● **The input**
▽

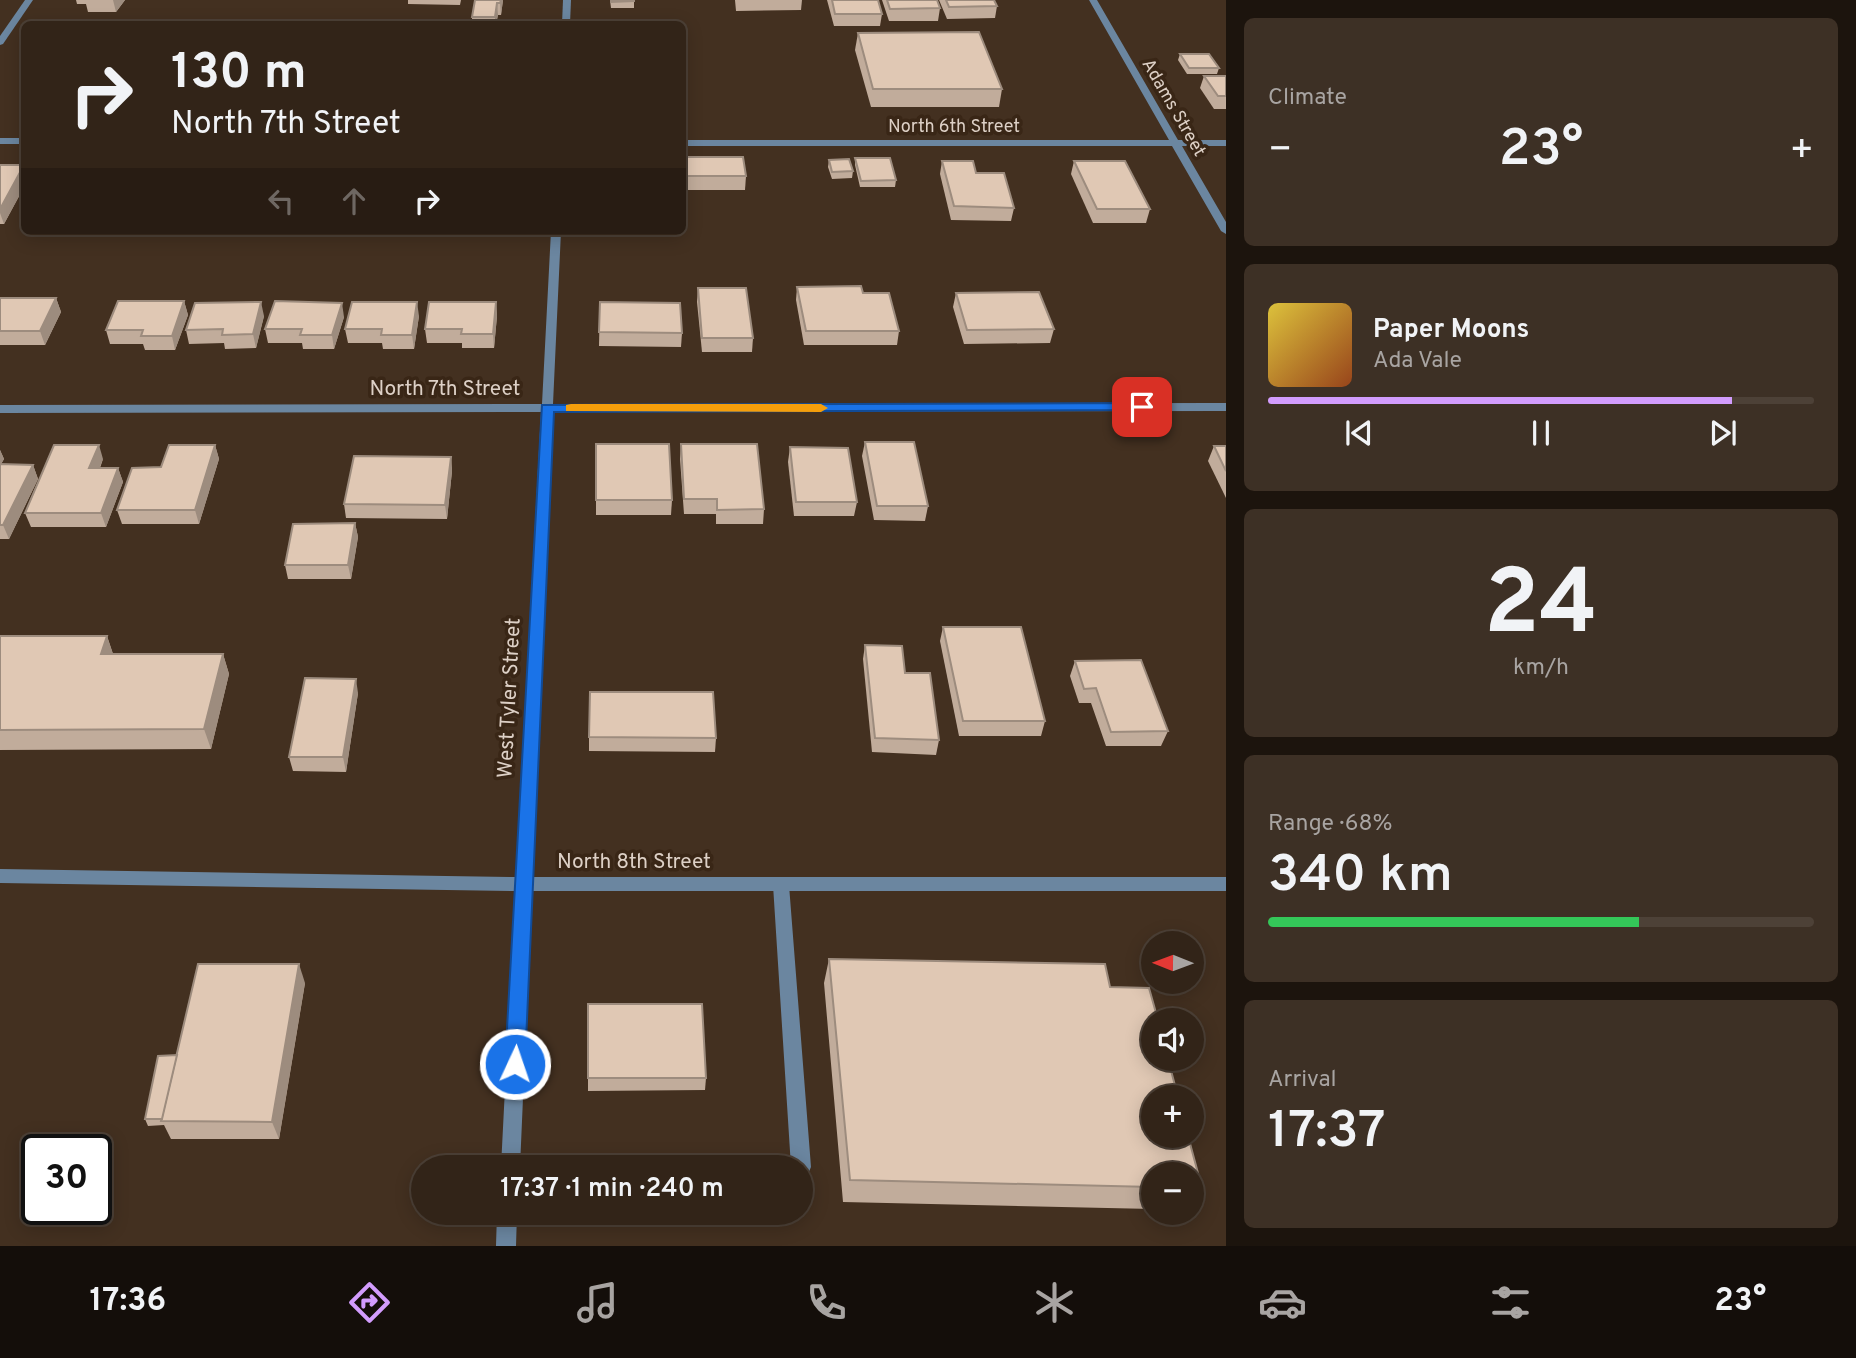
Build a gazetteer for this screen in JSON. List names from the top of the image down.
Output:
{
  "streets": {
    "street": [
      "Adams Street",
      "North 6th Street",
      "North 7th Street",
      "West Tyler Street",
      "North 8th Street"
    ]
  },
  "crossings": [
    ["Adams Street", "North 6th Street"],
    ["North 7th Street", "West Tyler Street"],
    ["West Tyler Street", "North 8th Street"]
  ],
  "north": "left",
  "page": {
    "tile": [
      "Climate",
      ["24", "km/h"],
      ["Range · 68%", "340 km"],
      ["Arrival", "17:37"]
    ],
    "turn": ["130 m", "North 7th Street"],
    "heat": ["−", "23°", "+"],
    "song": ["Paper Moons", "Ada Vale"],
    "map_buttons": ["+", "−"],
    "limit": "30",
    "trip": "17:37 · 1 min · 240 m",
    "tabs": ["17:36", "23°"]
  }
}
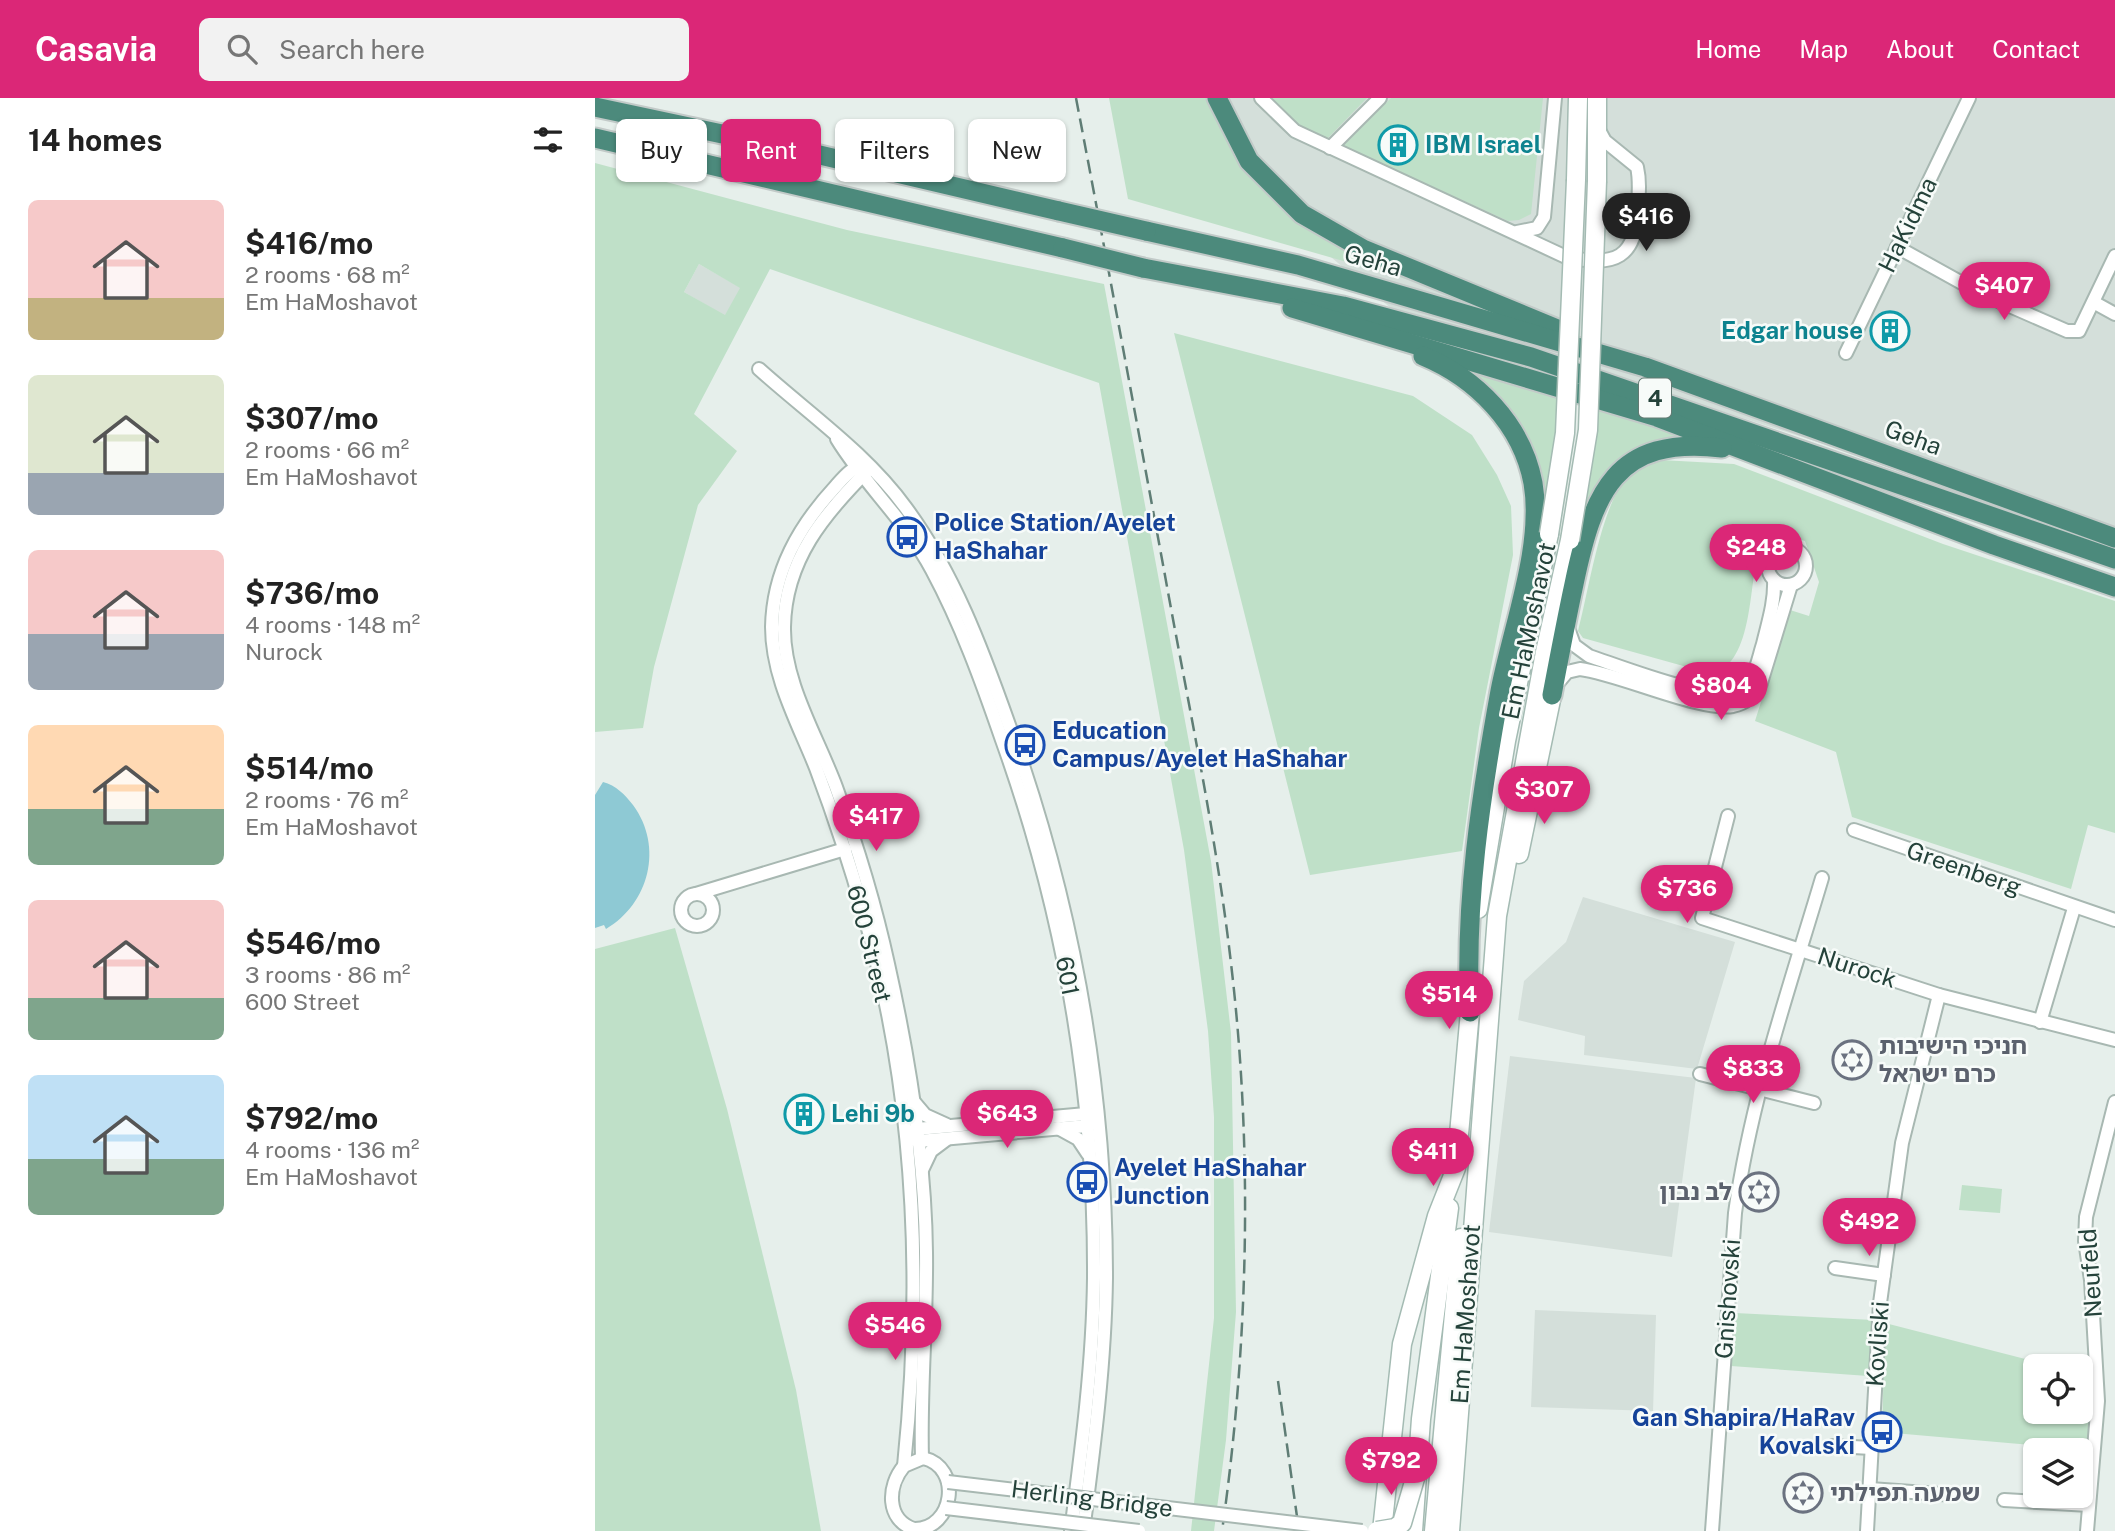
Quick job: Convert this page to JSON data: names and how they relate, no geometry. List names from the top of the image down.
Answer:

△

● **What you have to do**
Please say how many lines in the records above contain the string "JSON", giving no other words.

● **Answer**
2